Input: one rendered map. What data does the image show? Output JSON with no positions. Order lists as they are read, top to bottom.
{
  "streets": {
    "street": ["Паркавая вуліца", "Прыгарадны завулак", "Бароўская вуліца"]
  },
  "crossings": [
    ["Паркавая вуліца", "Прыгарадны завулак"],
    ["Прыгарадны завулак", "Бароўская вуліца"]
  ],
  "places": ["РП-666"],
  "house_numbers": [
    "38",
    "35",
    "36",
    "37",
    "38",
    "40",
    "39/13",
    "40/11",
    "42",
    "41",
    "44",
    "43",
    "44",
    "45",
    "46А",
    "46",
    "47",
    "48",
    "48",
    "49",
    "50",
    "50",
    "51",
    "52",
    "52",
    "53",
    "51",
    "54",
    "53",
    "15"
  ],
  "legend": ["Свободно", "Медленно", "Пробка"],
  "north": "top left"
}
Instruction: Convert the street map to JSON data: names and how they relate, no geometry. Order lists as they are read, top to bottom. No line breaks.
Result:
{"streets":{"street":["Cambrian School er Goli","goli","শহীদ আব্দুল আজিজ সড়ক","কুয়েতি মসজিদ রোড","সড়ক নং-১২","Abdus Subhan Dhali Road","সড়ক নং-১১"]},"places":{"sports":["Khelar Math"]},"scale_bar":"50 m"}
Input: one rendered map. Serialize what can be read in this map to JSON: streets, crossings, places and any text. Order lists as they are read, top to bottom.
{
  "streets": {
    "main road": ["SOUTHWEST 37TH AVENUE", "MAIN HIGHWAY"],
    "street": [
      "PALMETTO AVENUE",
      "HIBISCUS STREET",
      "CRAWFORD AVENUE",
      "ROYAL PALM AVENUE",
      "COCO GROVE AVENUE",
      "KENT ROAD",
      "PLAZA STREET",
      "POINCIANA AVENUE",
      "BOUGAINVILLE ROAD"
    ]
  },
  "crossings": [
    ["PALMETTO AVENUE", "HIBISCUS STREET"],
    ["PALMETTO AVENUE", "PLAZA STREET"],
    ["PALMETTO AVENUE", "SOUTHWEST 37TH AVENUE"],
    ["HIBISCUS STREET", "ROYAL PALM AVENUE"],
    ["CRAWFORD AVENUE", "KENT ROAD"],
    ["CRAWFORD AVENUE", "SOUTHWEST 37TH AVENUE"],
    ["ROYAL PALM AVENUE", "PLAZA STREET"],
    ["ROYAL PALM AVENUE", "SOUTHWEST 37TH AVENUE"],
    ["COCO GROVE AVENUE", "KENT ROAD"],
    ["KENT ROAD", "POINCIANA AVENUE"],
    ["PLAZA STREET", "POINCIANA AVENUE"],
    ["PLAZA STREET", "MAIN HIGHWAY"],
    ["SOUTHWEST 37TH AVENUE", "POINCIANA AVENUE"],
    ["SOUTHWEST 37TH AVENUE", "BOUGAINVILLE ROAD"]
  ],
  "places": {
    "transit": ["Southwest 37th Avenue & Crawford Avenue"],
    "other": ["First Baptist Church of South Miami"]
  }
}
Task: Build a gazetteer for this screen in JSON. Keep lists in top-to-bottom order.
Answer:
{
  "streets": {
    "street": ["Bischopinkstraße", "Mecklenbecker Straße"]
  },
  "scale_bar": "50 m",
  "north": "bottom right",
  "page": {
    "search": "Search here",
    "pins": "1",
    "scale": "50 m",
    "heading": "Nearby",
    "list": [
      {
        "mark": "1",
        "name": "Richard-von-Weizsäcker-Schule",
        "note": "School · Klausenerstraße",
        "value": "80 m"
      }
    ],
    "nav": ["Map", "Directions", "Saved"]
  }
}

Exercise description ::
None of the lines above may be skipped. Transcribe each one exactly.

Task response ::
Input: one rendered map. What data does the image show? Output JSON with no positions. Order lists as they are read, top to bottom.
{
  "streets": {
    "street": ["Паркавая вуліца", "Прыгарадны завулак", "Бароўская вуліца"]
  },
  "crossings": [
    ["Паркавая вуліца", "Прыгарадны завулак"],
    ["Прыгарадны завулак", "Бароўская вуліца"]
  ],
  "places": ["РП-666"],
  "house_numbers": [
    "38",
    "35",
    "36",
    "37",
    "38",
    "40",
    "39/13",
    "40/11",
    "42",
    "41",
    "44",
    "43",
    "44",
    "45",
    "46А",
    "46",
    "47",
    "48",
    "48",
    "49",
    "50",
    "50",
    "51",
    "52",
    "52",
    "53",
    "51",
    "54",
    "53",
    "15"
  ],
  "legend": ["Свободно", "Медленно", "Пробка"],
  "north": "top left"
}
Instruction: Convert the street map to JSON data: names and how they relate, no geometry. Order lists as they are read, top to bottom. No line breaks.
Result:
{"streets":{"street":["Cambrian School er Goli","goli","শহীদ আব্দুল আজিজ সড়ক","কুয়েতি মসজিদ রোড","সড়ক নং-১২","Abdus Subhan Dhali Road","সড়ক নং-১১"]},"places":{"sports":["Khelar Math"]},"scale_bar":"50 m"}
Input: one rendered map. Serialize what can be read in this map to JSON: streets, crossings, places and any text. Order lists as they are read, top to bottom.
{
  "streets": {
    "main road": ["SOUTHWEST 37TH AVENUE", "MAIN HIGHWAY"],
    "street": [
      "PALMETTO AVENUE",
      "HIBISCUS STREET",
      "CRAWFORD AVENUE",
      "ROYAL PALM AVENUE",
      "COCO GROVE AVENUE",
      "KENT ROAD",
      "PLAZA STREET",
      "POINCIANA AVENUE",
      "BOUGAINVILLE ROAD"
    ]
  },
  "crossings": [
    ["PALMETTO AVENUE", "HIBISCUS STREET"],
    ["PALMETTO AVENUE", "PLAZA STREET"],
    ["PALMETTO AVENUE", "SOUTHWEST 37TH AVENUE"],
    ["HIBISCUS STREET", "ROYAL PALM AVENUE"],
    ["CRAWFORD AVENUE", "KENT ROAD"],
    ["CRAWFORD AVENUE", "SOUTHWEST 37TH AVENUE"],
    ["ROYAL PALM AVENUE", "PLAZA STREET"],
    ["ROYAL PALM AVENUE", "SOUTHWEST 37TH AVENUE"],
    ["COCO GROVE AVENUE", "KENT ROAD"],
    ["KENT ROAD", "POINCIANA AVENUE"],
    ["PLAZA STREET", "POINCIANA AVENUE"],
    ["PLAZA STREET", "MAIN HIGHWAY"],
    ["SOUTHWEST 37TH AVENUE", "POINCIANA AVENUE"],
    ["SOUTHWEST 37TH AVENUE", "BOUGAINVILLE ROAD"]
  ],
  "places": {
    "transit": ["Southwest 37th Avenue & Crawford Avenue"],
    "other": ["First Baptist Church of South Miami"]
  }
}
Task: Build a gazetteer for this screen in JSON. Keep lists in top-to-bottom order.
Answer:
{
  "streets": {
    "street": ["Bischopinkstraße", "Mecklenbecker Straße"]
  },
  "scale_bar": "50 m",
  "north": "bottom right",
  "page": {
    "search": "Search here",
    "pins": "1",
    "scale": "50 m",
    "heading": "Nearby",
    "list": [
      {
        "mark": "1",
        "name": "Richard-von-Weizsäcker-Schule",
        "note": "School · Klausenerstraße",
        "value": "80 m"
      }
    ],
    "nav": ["Map", "Directions", "Saved"]
  }
}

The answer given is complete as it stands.